(Dataset entries)

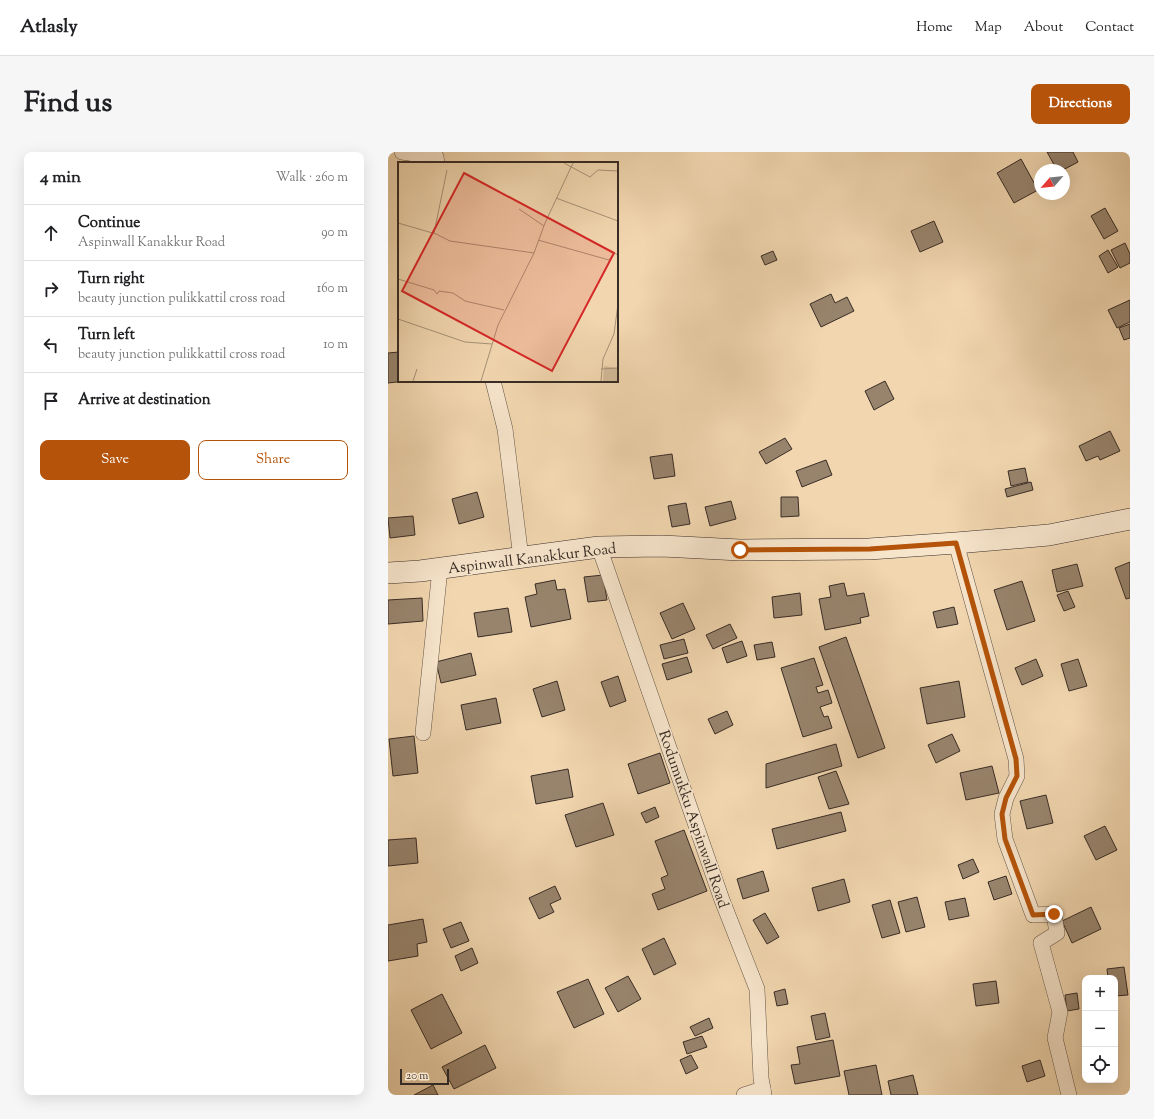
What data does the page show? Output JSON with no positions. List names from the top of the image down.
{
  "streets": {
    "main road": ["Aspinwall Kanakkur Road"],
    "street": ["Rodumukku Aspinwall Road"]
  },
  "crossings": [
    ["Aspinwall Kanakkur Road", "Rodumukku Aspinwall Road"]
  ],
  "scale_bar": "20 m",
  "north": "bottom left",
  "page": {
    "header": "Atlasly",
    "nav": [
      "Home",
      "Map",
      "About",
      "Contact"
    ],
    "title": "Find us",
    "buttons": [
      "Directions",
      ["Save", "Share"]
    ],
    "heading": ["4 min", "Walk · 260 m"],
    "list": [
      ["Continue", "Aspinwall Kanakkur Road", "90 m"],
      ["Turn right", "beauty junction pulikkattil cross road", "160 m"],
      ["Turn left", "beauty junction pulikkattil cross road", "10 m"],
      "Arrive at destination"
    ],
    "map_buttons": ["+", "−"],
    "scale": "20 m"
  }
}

## EXERCISE PROMPT
Quote each record exactly as it stands, minus the pictures.

## EXERCISE ANSWER
What data does the page show? Output JSON with no positions. List names from the top of the image down.
{
  "streets": {
    "main road": ["Aspinwall Kanakkur Road"],
    "street": ["Rodumukku Aspinwall Road"]
  },
  "crossings": [
    ["Aspinwall Kanakkur Road", "Rodumukku Aspinwall Road"]
  ],
  "scale_bar": "20 m",
  "north": "bottom left",
  "page": {
    "header": "Atlasly",
    "nav": [
      "Home",
      "Map",
      "About",
      "Contact"
    ],
    "title": "Find us",
    "buttons": [
      "Directions",
      ["Save", "Share"]
    ],
    "heading": ["4 min", "Walk · 260 m"],
    "list": [
      ["Continue", "Aspinwall Kanakkur Road", "90 m"],
      ["Turn right", "beauty junction pulikkattil cross road", "160 m"],
      ["Turn left", "beauty junction pulikkattil cross road", "10 m"],
      "Arrive at destination"
    ],
    "map_buttons": ["+", "−"],
    "scale": "20 m"
  }
}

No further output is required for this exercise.